In her blog, veterinarian and animal behaviorist Dr. Sophia Yin discusses the responsibility humans bear when it comes to preventing dog bites. Yin explains how humans often approach dogs inappropriately, thinking it is always safe to stick out their hand as a sign of friendship. Humans then expect the dog to sniff their hand and to be completely docile—but often a dog can feel threatened or afraid by this gesture, resulting in growling or even a bite.
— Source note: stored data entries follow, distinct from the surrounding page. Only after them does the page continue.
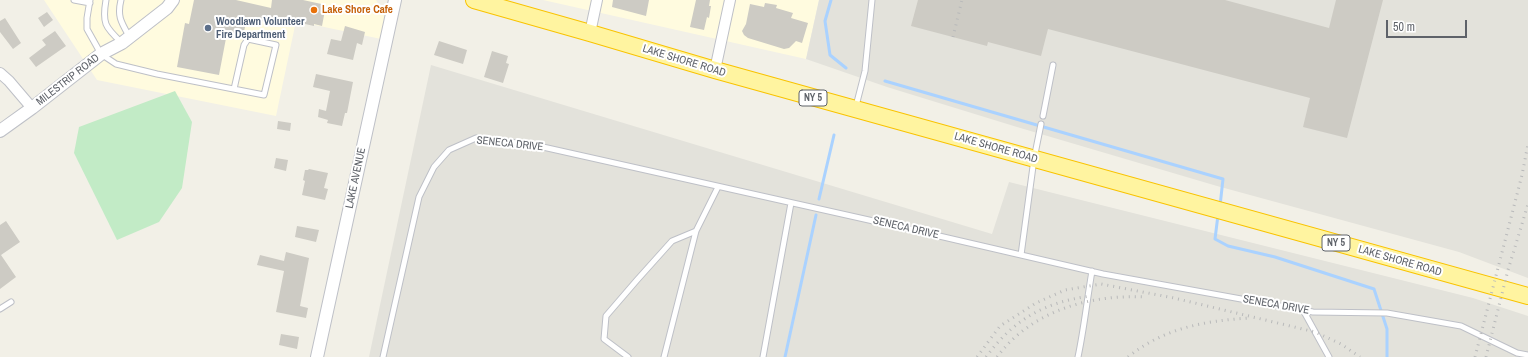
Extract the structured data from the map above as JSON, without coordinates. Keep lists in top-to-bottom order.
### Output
{
  "streets": {
    "highway": ["LAKE SHORE ROAD", "NY 5"],
    "street": ["MILESTRIP ROAD", "LAKE AVENUE"],
    "lane": ["SENECA DRIVE"]
  },
  "places": ["Lake Shore Cafe", "Woodlawn Volunteer Fire Department"],
  "scale_bar": "50 m"
}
Yin also describes common ways that dogs physically show fear and anxiety:
- Slight and major cowering
- Lowering their head
- Pointing their ears back or to the side
- Placing their tail between their legs
- Licking their lips when there is no sign of food
- Panting when not hot or thirsty
- Furrowing their brow
- Moving in slow motion
- Being hypervigilant
- Acting sleepy or yawning when they shouldn’t be tired
- Sudden loss of appetite
- Moving away
Although these behaviors can be signs of other moods or problems, recognizing them in a context of new or frightening people or situations can help keep dog owners and dog lovers aware of potentially dangerous situations.
When dealing with both familiar and unfamiliar dogs, it is important to respect the space of the dog and not to approach the dog too quickly. Teach your young children how to properly approach a dog, and keep a close eye on them if they are petting or playing with dogs.